The Boy Who Climbed Into the Moon
- Author: David Almond
- Illustrator: Polly Dunbar
- Language: English
- Genre: Children's fiction, fantasy, fable
- Published: 2010 (Walker Books)
- Publication place: England
- Media type: Print (hardback)
- Pages: 117
- ISBN: 9781406314571
- OCLC: 489634191

= The Boy Who Climbed Into the Moon =

2010 novel by David Almond

The Boy Who Climbed Into the Moon is a 2010 children's novel by David Almond, illustrated by Polly Dunbar. It is about a boy, Paul, who wants to touch the sky; he climbs a ladder to the Moon and goes inside.

==Reception==
A Booktrust review of The Boy Who Climbed Into the Moon wrote "Beautiful colour illustrations complement a surreal modern fairytale, which fluent young readers will enjoy on their own but which could equally well be read aloud." and in a starred review Kirkus Reviews wrote "Roald Dahl meets Antoine de Saint-Exupéry in this delightfully improbable tale .. Madmen are heroes and crackpots are geniuses in this charmingly over-the-top read-aloud that challenges readers to imagine the impossible. Dunbar’s abundant full-color illustrations perfectly capture the beautiful barminess of it all."

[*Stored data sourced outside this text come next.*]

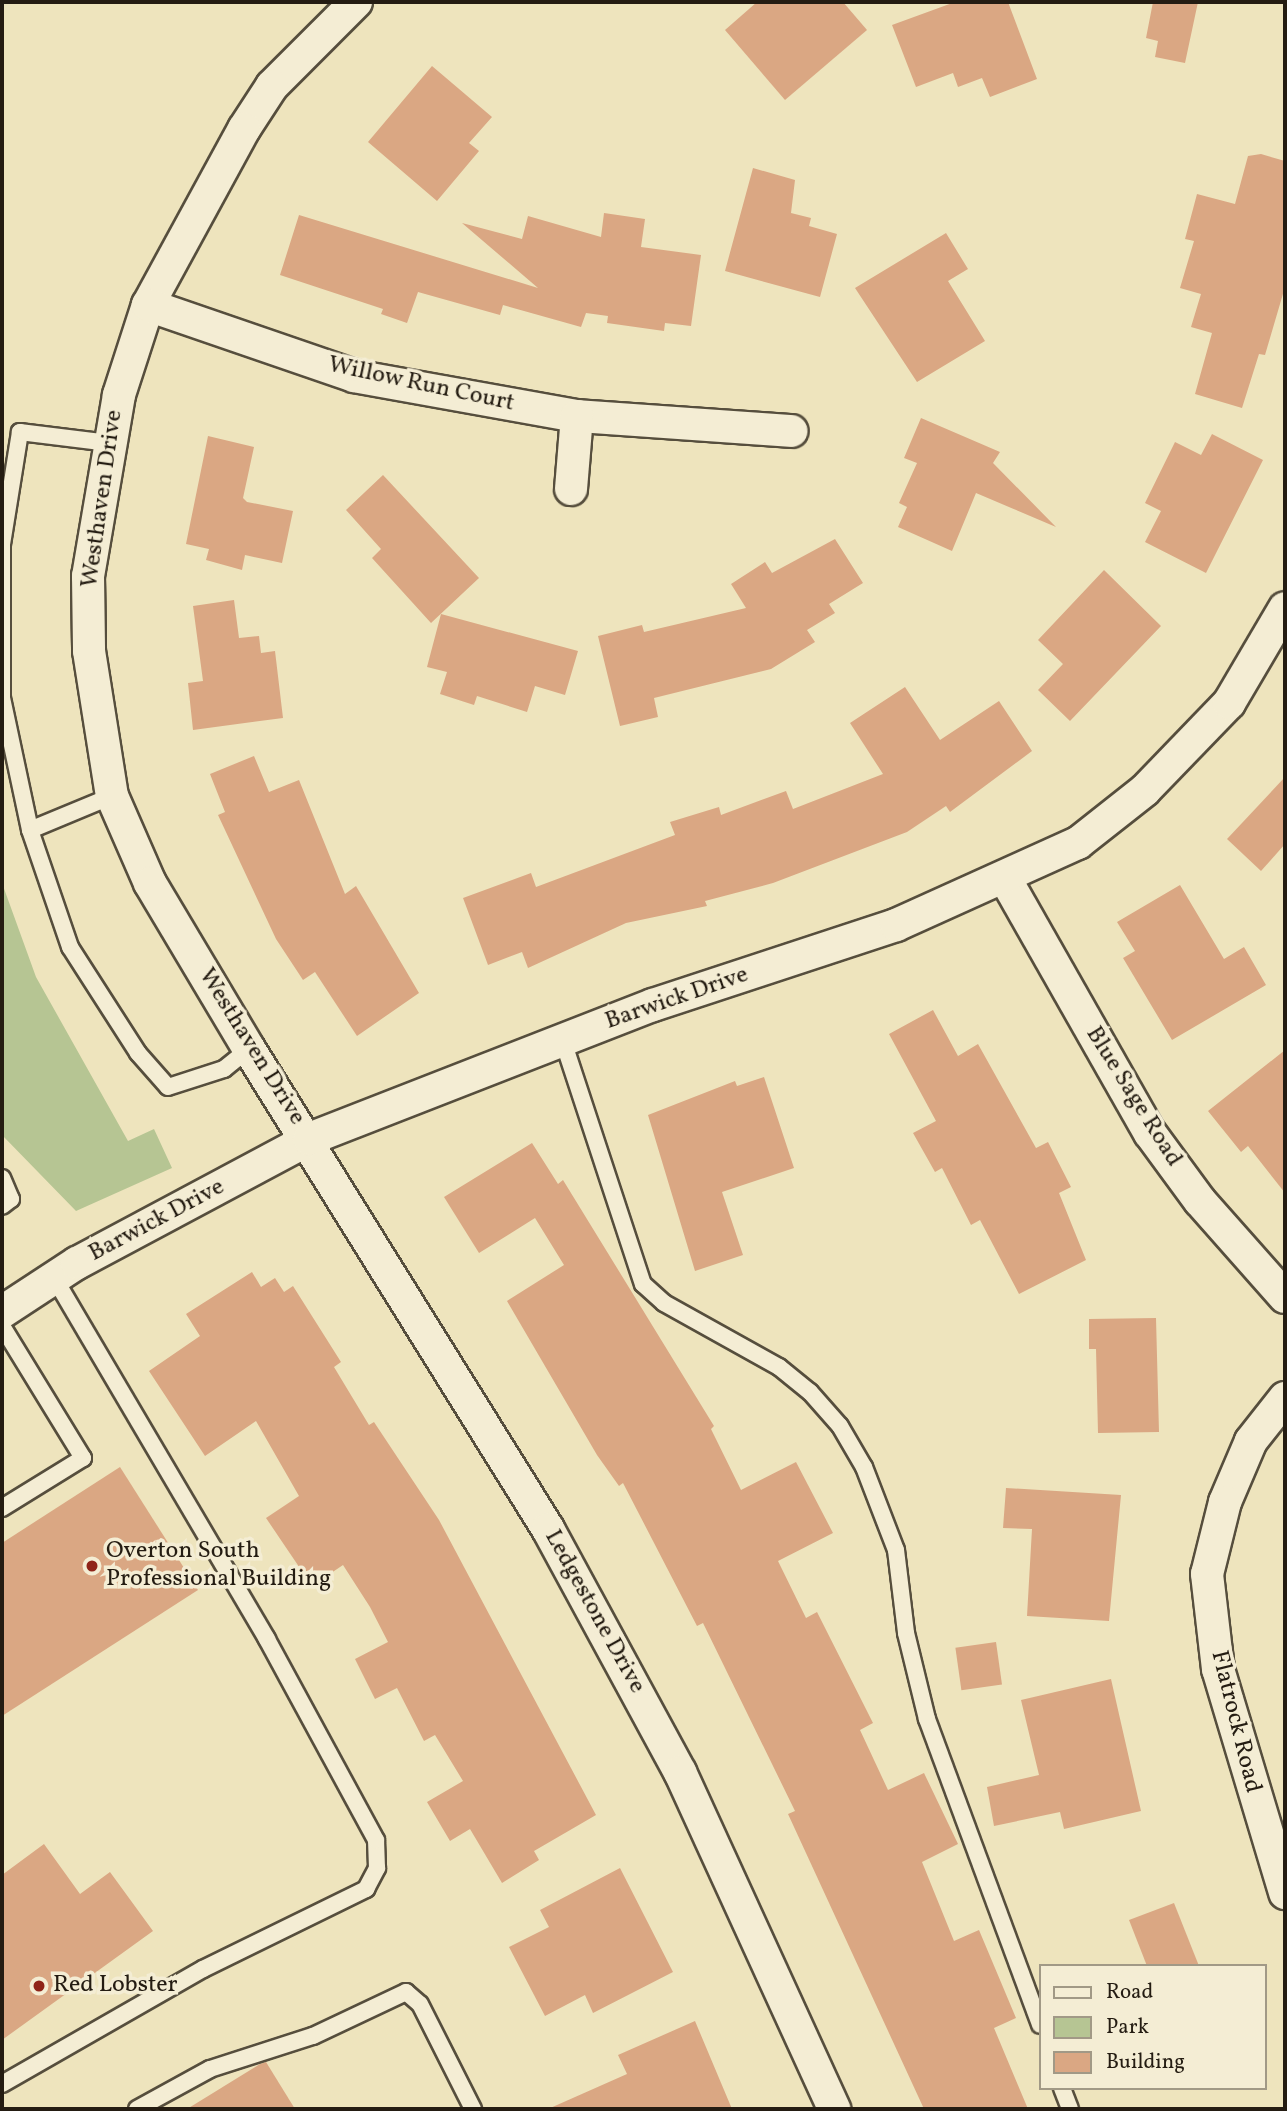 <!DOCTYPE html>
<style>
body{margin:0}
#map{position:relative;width:1287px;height:2111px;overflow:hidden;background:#eee4bd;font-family:Vollkorn,serif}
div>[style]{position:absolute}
.green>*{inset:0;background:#b6c593}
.building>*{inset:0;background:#daa783;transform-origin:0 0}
.roads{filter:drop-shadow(2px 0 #564e3d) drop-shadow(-2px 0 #564e3d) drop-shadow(0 2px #564e3d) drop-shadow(0 -2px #564e3d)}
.service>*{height:16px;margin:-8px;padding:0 8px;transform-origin:8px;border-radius:8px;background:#f4edd4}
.minor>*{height:32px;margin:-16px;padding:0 16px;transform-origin:16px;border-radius:16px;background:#f4edd4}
.dots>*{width:19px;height:19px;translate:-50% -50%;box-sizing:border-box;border:4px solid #f4edd4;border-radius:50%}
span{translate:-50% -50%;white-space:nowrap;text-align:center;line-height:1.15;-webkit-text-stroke:7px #f4edd4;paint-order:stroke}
.street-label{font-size:24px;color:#241c12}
.poi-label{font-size:24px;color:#241c12}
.left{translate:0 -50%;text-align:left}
.frame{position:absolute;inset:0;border:4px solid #241c12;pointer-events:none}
.legend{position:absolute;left:1039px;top:1964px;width:228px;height:126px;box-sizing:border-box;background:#f4edd4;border:2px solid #a19986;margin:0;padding:9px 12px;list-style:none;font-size:21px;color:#241c12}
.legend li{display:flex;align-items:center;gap:14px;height:35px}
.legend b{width:35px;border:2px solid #a19986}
</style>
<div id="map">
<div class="green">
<div style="clip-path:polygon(2px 883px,36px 977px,128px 1141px,154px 1129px,172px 1168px,76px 1211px,2px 1135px)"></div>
</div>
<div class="building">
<div style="clip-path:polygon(757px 2px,843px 2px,867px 30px,785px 100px,725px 30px)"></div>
<div style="clip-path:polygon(955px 2px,1008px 2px,1037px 79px,990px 97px,982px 78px,958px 87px,953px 73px,916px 87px,892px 25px)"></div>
<div style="clip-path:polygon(1153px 2px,1198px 2px,1185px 63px,1155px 57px,1158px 41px,1146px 38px)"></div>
<div style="clip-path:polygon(432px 66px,492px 117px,469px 143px,479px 151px,437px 201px,368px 142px)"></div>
<div style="clip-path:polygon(1261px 154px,1285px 161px,1285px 287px,1265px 355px,1259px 354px,1242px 408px,1195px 394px,1212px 333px,1191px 327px,1201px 294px,1180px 288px,1194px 241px,1185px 239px,1197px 194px,1235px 204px,1248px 156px)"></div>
<div style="clip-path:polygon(753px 168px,795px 180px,791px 213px,811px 218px,809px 226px,837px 234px,820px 297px,725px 271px)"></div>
<div style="clip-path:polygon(604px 213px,645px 219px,641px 247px,701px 255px,691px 326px,665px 323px,664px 331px,607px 323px,608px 316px,586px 313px,581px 327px,503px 305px,500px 315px,418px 292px,407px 323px,381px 314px,383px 309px,280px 275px,299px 215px,538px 288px,462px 223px,522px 239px,528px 216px,601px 237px)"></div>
<div style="clip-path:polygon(946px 233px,968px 269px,948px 281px,985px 341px,917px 382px,855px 288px)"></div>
<div style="clip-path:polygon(921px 418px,1000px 452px,993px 463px,1056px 527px,976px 493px,952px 551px,898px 527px,907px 507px,899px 503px,917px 463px,904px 458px)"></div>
<div style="clip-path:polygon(1212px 434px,1263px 460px,1206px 573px,1145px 542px,1161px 511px,1145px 503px,1175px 442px,1201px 455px)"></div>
<div style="clip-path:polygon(208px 436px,254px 447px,243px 498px,247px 502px,293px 511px,282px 563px,245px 555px,242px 570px,206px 560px,209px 549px,186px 544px)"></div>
<div style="clip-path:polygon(383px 475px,479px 578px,431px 623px,372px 558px,381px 549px,346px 510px)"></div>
<div style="clip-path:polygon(835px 539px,863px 583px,829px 604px,835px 613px,807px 630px,815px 642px,771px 669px,654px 698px,658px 717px,620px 726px,598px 636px,642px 625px,644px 632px,746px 608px,731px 584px,765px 562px,772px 573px)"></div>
<div style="clip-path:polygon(1104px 570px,1161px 626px,1070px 721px,1038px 690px,1063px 664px,1038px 640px)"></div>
<div style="clip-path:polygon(234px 600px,239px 638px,259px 636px,261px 653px,275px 651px,283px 718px,193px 730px,188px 683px,203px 681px,193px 606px)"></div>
<div style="clip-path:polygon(441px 614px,578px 651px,565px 695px,535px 686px,527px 712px,477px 696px,474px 705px,440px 694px,447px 672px,427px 667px)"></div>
<div style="clip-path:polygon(905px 687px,940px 740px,999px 701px,1032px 751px,950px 812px,946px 806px,907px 832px,773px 883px,705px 901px,707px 906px,626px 923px,528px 968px,522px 952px,488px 965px,463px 898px,531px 873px,536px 887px,675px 835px,670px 822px,719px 807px,721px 815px,786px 791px,793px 809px,883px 774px,850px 723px)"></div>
<div style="clip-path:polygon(254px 756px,269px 792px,299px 780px,345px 894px,356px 886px,419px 993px,357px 1036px,315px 972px,303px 980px,276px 939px,218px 815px,225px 812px,210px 774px)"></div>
<div style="clip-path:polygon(1285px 777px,1285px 844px,1261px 871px,1227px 839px)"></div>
<div style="clip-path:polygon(1180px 885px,1224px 959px,1244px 947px,1266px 985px,1172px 1040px,1123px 958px,1135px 951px,1117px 922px)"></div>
<div style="clip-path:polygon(933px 1010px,958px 1056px,978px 1044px,1036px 1148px,1048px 1142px,1071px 1187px,1059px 1193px,1086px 1260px,1019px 1294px,980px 1220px,971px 1225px,942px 1168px,935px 1172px,913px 1133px,936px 1121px,889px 1034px)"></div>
<div style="clip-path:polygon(1285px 1050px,1285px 1193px,1248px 1146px,1241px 1152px,1208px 1111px)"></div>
<div style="clip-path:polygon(764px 1077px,794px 1168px,722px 1192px,743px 1255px,695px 1271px,648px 1115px,735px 1081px,737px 1086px)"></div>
<div style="clip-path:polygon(532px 1143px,558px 1184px,563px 1180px,714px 1426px,711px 1429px,741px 1490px,796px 1462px,833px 1533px,778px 1561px,806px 1618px,817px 1612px,873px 1723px,860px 1730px,888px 1790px,924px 1773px,958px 1844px,922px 1862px,954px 1941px,979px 1930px,1016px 2018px,994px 2028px,1028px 2109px,924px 2109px,788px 1814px,795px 1811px,703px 1623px,697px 1626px,623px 1483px,619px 1486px,597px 1455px,507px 1301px,564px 1265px,535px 1218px,479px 1253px,444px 1197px)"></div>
<div style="clip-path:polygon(252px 1272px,261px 1287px,275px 1278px,284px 1292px,293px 1286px,341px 1362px,334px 1367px,369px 1425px,374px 1422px,439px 1520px,596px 1815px,534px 1851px,539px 1860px,502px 1883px,470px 1829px,450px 1841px,427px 1802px,463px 1781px,435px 1735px,424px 1741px,397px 1688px,375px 1699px,355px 1659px,388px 1642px,370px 1607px,343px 1565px,312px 1586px,266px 1518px,299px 1496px,256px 1421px,205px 1456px,149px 1371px,200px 1336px,186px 1314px)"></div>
<div style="clip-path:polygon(1156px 1318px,1159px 1432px,1098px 1433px,1096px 1349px,1089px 1349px,1089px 1319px)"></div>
<div style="clip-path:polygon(120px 1467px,198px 1590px,2px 1716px,2px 1543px)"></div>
<div style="clip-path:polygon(1006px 1488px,1121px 1495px,1109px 1621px,1027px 1616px,1032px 1529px,1003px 1528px)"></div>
<div style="left:996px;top:1642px;width:43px;height:41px;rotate:82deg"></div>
<div style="clip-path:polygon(1111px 1679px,1141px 1811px,1064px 1829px,1060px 1812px,994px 1826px,987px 1787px,1039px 1775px,1021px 1700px)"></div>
<div style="clip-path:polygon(44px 1844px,80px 1894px,110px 1872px,153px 1931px,2px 2040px,2px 1875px)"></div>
<div style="clip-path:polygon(620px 1868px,673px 1972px,593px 2013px,585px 1995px,545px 2016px,509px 1947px,549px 1927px,540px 1910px)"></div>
<div style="clip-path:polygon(1174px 1903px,1199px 1966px,1147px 1966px,1129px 1920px)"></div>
<div style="clip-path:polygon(695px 2021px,732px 2109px,548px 2109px,627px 2074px,618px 2055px)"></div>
<div style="clip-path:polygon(266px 2062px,295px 2109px,187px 2109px,260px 2064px)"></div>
</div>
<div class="roads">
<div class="service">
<div style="left:109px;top:443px;width:90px;rotate:-173deg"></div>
<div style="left:20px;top:432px;width:114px;rotate:99.1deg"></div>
<div style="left:2px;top:545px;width:153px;rotate:90deg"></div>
<div style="left:2px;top:698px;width:135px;rotate:78deg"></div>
<div style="left:30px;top:830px;width:89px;rotate:-22.5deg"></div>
<div style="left:30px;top:830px;width:124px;rotate:71.1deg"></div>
<div style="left:70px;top:947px;width:126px;rotate:57.3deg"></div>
<div style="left:138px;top:1053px;width:45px;rotate:48.6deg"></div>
<div style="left:168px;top:1087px;width:59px;rotate:-17.8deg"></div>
<div style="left:224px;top:1069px;width:32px;rotate:-39deg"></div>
<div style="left:563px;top:1041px;width:256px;rotate:71.8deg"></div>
<div style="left:643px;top:1284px;width:28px;rotate:42deg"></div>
<div style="left:664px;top:1303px;width:132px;rotate:29.1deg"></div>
<div style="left:779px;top:1367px;width:40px;rotate:39deg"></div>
<div style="left:810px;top:1392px;width:45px;rotate:48.6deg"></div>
<div style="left:840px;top:1426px;width:48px;rotate:59.7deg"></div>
<div style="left:864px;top:1467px;width:89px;rotate:68.9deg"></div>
<div style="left:896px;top:1550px;width:84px;rotate:83.1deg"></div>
<div style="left:906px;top:1633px;width:89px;rotate:76.3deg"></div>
<div style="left:927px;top:1719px;width:326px;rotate:69.7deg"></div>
<div style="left:2px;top:1178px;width:23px;rotate:67deg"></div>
<div style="left:11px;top:1199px;width:11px;rotate:142deg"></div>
<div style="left:2px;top:1326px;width:155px;rotate:58.5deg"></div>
<div style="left:83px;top:1458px;width:95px;rotate:148.3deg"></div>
<div style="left:2px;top:2084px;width:232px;rotate:-29.8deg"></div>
<div style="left:203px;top:1969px;width:182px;rotate:-26.1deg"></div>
<div style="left:366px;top:1889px;width:24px;rotate:-62deg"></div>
<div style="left:377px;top:1868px;width:28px;rotate:-92deg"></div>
<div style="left:376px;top:1840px;width:229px;rotate:-118.5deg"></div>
<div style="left:267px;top:1639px;width:420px;rotate:-120.5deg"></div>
<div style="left:1062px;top:2088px;width:22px;rotate:69deg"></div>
<div style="left:137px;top:2109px;width:83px;rotate:-28.7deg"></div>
<div style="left:210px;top:2069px;width:108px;rotate:-17.8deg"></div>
<div style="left:313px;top:2036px;width:103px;rotate:-25.3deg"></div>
<div style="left:406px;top:1992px;width:18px;rotate:41deg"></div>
<div style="left:420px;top:2004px;width:118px;rotate:63.2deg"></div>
</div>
<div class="minor">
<div style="left:356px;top:2px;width:119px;rotate:135deg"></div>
<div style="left:272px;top:86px;width:51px;rotate:123.1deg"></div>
<div style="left:244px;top:129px;width:200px;rotate:118.6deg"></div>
<div style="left:148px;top:305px;width:95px;rotate:107.9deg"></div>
<div style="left:119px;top:395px;width:184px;rotate:99.7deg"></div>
<div style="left:88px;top:576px;width:75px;rotate:89.2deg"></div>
<div style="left:89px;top:651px;width:147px;rotate:81deg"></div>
<div style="left:112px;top:796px;width:95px;rotate:66.4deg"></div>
<div style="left:150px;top:883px;width:193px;rotate:59.2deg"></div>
<div style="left:249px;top:1049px;width:566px;rotate:58.08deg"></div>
<div style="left:548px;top:1529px;width:277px;rotate:61.5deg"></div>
<div style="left:680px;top:1772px;width:371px;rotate:65.4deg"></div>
<div style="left:148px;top:305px;width:218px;rotate:19deg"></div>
<div style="left:354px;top:376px;width:227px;rotate:10.2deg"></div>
<div style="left:577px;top:416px;width:215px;rotate:4deg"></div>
<div style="left:571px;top:489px;width:73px;rotate:-85.3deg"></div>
<div style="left:1006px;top:880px;width:291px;rotate:60.4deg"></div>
<div style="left:1150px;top:1133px;width:84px;rotate:53.7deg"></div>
<div style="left:1200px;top:1201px;width:128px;rotate:48.5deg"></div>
<div style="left:2px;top:1312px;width:90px;rotate:-33.2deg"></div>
<div style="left:77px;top:1263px;width:263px;rotate:-28.1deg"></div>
<div style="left:309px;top:1139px;width:369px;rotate:-21.3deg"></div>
<div style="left:653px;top:1005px;width:256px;rotate:-18.2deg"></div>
<div style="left:896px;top:925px;width:200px;rotate:-24.3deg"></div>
<div style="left:1078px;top:843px;width:85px;rotate:-38.3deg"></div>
<div style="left:1145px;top:790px;width:121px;rotate:-46deg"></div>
<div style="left:1229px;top:703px;width:110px;rotate:-59.5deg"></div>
<div style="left:1285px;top:1398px;width:55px;rotate:128.3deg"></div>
<div style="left:1251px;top:1441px;width:66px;rotate:113.1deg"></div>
<div style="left:1225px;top:1502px;width:74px;rotate:104deg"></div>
<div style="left:1207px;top:1574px;width:96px;rotate:83.4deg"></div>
<div style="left:1218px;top:1669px;width:234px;rotate:73.3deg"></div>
</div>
</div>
<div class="dots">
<div style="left:92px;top:1566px;background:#8f2418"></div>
<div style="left:39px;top:1986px;background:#8f2418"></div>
</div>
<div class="street-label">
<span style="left:421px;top:385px;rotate:12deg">Willow Run Court</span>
<span style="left:103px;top:499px;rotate:-82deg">Westhaven Drive</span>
<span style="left:677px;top:999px;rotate:-19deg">Barwick Drive</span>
<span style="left:251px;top:1047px;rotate:58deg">Westhaven Drive</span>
<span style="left:1133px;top:1097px;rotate:58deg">Blue Sage Road</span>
<span style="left:157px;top:1221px;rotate:-28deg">Barwick Drive</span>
<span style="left:594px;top:1612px;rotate:61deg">Ledgestone Drive</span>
<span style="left:1235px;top:1722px;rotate:76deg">Flatrock Road</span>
</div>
<div class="poi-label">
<span class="left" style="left:106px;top:1566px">Overton South<br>Professional Building</span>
<span class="left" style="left:53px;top:1986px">Red Lobster</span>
</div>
<div class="frame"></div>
<ul class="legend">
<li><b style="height:9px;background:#f4edd4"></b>Road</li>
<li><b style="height:19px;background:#b6c593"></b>Park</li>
<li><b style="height:19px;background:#daa783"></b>Building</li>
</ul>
</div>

A Guardian review found it "charming without being twee; quirky without being whimsical; and genuinely thought-provoking without being clever-clever." Booklist called it a "quirky tale" while the School Library Journal referred to "the thematically overstuffed, disjointed, and arbitrary plot". The Horn Book found it "Part Little Prince and part Phantom Tollbooth"

The Boy Who Climbed Into the Moon has also been reviewed by Publishers Weekly, Common Sense Media, and The Bulletin of the Center for Children's Books.